--- Data supplied ---

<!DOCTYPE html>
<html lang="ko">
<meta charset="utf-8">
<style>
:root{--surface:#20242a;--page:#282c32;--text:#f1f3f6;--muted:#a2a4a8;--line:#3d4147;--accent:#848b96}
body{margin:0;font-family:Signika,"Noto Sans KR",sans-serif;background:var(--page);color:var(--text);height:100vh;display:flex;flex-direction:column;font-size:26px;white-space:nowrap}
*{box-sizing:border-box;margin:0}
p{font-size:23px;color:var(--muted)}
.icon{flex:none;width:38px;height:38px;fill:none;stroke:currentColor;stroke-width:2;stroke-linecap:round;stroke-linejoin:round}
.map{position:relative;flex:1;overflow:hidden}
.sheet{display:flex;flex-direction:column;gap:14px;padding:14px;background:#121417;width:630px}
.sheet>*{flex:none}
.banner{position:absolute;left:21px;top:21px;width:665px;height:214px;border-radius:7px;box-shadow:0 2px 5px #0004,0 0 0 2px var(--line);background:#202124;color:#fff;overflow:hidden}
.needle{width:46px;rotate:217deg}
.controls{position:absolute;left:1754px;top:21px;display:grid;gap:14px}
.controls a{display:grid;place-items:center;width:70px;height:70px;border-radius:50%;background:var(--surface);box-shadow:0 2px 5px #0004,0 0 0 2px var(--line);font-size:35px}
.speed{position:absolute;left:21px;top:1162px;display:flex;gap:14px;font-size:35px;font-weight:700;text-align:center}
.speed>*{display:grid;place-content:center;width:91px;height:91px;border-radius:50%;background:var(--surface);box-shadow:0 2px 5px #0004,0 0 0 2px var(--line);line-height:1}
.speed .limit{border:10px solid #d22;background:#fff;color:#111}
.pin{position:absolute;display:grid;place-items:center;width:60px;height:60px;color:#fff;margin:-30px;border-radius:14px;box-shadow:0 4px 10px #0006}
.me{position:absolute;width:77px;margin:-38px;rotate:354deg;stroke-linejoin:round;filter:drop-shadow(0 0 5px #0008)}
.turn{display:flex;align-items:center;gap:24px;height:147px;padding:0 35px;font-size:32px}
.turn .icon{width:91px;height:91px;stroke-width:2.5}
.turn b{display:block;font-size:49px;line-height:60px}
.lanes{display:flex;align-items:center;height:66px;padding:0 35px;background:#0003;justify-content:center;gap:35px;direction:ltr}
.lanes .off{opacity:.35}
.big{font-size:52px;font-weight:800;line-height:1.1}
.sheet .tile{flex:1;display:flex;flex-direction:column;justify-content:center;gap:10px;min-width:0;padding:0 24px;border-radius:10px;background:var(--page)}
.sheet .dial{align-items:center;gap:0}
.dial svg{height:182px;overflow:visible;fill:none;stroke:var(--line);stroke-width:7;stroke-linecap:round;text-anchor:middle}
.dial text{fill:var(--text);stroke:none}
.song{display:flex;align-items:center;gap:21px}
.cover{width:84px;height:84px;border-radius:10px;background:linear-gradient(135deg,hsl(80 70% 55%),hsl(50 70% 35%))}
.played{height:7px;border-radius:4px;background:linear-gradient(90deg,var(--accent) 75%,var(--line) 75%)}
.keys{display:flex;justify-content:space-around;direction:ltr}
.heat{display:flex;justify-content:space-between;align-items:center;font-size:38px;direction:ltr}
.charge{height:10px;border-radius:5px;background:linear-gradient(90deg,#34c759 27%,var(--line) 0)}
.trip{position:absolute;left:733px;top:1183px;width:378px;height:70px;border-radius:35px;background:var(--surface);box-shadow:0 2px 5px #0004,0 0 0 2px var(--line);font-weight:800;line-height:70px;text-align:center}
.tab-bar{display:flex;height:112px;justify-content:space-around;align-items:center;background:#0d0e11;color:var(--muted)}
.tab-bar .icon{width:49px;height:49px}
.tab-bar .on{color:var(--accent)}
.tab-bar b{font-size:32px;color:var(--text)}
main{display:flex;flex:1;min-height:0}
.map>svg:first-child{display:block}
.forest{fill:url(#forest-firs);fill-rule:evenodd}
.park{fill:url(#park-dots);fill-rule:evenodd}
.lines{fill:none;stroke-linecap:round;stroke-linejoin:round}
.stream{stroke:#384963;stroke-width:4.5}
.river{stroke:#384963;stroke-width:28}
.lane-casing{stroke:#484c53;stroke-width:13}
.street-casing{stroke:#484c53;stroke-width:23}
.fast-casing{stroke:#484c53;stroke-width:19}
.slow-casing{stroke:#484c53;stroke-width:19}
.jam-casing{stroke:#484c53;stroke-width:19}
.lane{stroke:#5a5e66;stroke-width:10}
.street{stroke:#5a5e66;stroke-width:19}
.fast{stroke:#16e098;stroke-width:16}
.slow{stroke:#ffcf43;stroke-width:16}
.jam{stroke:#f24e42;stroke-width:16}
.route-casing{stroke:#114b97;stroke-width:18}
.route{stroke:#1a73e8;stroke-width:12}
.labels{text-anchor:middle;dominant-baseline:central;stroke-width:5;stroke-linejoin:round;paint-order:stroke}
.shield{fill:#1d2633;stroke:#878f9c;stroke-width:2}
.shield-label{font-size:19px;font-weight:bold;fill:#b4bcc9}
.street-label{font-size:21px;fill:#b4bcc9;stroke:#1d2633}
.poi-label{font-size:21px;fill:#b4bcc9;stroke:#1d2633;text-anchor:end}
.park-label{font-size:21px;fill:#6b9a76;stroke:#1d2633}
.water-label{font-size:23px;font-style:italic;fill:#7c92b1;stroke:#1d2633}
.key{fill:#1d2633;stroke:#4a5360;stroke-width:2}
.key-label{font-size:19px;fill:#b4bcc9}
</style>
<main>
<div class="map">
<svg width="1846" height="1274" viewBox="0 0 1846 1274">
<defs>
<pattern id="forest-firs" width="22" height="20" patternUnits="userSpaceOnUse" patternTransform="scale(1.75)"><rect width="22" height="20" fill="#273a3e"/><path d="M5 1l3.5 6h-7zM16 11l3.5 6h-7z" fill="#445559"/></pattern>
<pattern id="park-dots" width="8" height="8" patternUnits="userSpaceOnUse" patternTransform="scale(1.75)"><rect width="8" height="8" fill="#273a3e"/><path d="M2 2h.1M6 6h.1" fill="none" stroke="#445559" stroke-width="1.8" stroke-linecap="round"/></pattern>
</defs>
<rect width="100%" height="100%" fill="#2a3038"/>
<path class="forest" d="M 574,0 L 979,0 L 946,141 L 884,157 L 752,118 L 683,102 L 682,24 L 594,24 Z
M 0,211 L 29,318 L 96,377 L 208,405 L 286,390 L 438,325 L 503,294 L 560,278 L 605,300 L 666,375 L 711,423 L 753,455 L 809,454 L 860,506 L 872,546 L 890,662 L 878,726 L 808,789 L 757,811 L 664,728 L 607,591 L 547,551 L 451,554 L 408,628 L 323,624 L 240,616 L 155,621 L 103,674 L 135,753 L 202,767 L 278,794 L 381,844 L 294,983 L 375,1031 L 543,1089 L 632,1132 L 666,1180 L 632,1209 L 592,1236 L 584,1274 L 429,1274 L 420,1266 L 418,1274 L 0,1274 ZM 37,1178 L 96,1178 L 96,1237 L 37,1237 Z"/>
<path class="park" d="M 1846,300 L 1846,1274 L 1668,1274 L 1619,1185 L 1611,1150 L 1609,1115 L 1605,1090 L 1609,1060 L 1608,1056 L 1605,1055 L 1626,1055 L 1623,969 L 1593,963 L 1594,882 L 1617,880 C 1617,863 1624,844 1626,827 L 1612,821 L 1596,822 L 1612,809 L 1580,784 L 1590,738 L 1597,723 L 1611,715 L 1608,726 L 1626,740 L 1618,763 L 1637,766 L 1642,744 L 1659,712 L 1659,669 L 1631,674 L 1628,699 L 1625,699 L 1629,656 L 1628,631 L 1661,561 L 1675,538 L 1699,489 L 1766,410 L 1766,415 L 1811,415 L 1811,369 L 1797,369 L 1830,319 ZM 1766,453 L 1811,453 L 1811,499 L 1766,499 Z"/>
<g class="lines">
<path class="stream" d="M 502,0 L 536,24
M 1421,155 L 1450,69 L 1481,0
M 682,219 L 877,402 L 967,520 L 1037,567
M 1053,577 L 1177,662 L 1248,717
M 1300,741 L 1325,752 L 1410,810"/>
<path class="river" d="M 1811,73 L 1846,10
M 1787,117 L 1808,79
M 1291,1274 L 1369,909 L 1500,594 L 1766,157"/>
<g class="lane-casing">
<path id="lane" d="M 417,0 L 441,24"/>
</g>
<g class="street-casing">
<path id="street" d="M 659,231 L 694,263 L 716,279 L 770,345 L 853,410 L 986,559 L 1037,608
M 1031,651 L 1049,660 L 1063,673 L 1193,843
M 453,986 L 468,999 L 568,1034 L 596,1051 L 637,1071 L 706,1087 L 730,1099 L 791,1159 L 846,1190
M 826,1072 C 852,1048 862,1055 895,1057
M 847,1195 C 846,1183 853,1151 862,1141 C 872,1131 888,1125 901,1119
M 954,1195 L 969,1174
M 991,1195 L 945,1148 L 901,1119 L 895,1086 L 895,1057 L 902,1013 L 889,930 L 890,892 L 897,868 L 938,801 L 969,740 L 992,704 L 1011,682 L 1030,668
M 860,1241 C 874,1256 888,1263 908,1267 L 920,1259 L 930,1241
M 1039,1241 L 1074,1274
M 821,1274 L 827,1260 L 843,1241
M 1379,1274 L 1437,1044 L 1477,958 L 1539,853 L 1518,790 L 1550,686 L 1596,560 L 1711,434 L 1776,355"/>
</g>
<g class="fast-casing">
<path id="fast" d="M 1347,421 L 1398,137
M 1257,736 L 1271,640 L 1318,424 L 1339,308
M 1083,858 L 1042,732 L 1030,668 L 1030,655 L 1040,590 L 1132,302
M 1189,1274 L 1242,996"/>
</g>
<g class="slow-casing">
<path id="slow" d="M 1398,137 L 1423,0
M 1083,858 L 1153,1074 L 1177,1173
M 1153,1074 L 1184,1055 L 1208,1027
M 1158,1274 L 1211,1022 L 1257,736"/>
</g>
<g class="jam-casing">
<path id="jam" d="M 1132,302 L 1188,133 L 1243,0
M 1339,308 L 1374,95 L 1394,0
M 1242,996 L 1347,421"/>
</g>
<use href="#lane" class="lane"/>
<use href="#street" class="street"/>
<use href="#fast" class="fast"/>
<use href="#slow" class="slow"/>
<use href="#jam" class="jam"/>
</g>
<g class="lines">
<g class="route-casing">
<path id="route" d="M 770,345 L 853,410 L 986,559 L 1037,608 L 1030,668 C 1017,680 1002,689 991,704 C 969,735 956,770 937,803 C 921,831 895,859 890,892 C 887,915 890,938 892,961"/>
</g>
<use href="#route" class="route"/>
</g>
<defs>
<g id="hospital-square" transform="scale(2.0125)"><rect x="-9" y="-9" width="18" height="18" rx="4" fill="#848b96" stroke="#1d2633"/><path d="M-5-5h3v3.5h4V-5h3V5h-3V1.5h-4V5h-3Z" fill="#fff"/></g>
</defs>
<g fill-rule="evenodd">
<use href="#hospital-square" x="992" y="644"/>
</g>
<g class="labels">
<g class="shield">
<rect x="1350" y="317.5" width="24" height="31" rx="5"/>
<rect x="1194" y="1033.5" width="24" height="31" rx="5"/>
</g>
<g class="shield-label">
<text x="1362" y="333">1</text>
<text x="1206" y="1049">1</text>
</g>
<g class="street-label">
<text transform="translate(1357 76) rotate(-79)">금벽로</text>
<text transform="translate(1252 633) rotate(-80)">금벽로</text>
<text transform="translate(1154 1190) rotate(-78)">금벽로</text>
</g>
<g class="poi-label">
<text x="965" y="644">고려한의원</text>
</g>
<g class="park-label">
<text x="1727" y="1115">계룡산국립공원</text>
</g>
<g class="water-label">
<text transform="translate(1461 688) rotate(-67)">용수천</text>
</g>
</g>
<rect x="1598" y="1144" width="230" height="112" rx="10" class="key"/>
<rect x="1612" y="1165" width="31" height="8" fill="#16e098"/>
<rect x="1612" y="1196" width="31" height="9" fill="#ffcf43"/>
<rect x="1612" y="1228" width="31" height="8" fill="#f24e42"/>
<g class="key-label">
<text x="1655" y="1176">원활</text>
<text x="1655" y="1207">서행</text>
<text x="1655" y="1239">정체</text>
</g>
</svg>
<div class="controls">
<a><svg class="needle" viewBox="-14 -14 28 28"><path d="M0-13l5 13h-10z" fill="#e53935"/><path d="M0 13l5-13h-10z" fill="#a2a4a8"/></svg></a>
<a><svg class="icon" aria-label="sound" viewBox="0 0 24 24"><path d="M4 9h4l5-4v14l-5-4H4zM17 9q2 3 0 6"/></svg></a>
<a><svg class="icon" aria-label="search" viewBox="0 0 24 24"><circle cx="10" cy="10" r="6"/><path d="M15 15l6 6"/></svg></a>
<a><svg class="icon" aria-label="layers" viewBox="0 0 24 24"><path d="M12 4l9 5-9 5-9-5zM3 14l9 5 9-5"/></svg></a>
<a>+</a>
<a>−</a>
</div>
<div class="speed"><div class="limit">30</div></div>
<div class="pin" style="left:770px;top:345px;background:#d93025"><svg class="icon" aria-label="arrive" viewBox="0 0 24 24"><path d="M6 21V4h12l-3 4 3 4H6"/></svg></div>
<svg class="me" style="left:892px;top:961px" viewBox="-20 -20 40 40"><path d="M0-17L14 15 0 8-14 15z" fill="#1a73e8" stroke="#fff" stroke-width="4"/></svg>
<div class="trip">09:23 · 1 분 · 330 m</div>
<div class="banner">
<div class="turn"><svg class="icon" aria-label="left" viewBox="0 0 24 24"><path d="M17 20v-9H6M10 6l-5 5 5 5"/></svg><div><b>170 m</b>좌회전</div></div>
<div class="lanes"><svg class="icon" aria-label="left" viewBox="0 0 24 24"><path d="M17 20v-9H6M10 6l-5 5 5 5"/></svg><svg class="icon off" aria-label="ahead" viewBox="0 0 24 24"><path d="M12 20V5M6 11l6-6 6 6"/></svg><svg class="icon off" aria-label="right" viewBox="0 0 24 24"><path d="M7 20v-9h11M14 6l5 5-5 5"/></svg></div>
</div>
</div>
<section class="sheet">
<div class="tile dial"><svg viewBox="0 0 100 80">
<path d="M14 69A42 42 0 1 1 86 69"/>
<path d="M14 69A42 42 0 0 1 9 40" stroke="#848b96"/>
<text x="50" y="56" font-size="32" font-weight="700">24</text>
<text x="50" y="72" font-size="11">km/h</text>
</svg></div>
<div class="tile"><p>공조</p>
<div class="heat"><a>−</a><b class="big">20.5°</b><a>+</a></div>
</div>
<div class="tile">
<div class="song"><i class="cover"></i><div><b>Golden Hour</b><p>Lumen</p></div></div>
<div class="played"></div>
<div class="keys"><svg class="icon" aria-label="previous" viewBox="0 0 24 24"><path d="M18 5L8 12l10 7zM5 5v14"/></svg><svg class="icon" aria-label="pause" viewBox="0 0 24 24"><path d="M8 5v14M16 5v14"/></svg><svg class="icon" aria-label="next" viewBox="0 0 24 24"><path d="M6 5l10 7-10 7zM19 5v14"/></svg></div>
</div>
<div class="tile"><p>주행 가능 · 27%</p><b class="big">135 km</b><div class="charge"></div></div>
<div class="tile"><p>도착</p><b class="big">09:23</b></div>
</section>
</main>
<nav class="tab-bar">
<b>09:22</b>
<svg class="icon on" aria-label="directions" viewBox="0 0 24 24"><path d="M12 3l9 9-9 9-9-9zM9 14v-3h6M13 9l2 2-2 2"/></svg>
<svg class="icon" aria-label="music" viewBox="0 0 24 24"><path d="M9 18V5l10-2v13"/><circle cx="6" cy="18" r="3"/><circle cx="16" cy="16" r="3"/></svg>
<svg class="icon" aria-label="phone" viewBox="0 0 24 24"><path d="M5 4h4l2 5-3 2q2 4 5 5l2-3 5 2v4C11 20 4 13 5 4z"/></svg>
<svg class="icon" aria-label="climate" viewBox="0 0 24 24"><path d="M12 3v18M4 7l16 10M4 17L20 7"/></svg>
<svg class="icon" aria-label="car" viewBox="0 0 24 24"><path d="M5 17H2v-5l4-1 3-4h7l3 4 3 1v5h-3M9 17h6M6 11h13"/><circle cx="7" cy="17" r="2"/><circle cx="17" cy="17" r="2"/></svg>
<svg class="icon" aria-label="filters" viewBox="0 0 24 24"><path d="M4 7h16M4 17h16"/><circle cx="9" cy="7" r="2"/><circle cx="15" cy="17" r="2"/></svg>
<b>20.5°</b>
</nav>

---

■ Assignment
In the entries above, identify every line with the word "song". Copy those lines.

■ Response to this exercise
.song{display:flex;align-items:center;gap:21px}
<div class="song"><i class="cover"></i><div><b>Golden Hour</b><p>Lumen</p></div></div>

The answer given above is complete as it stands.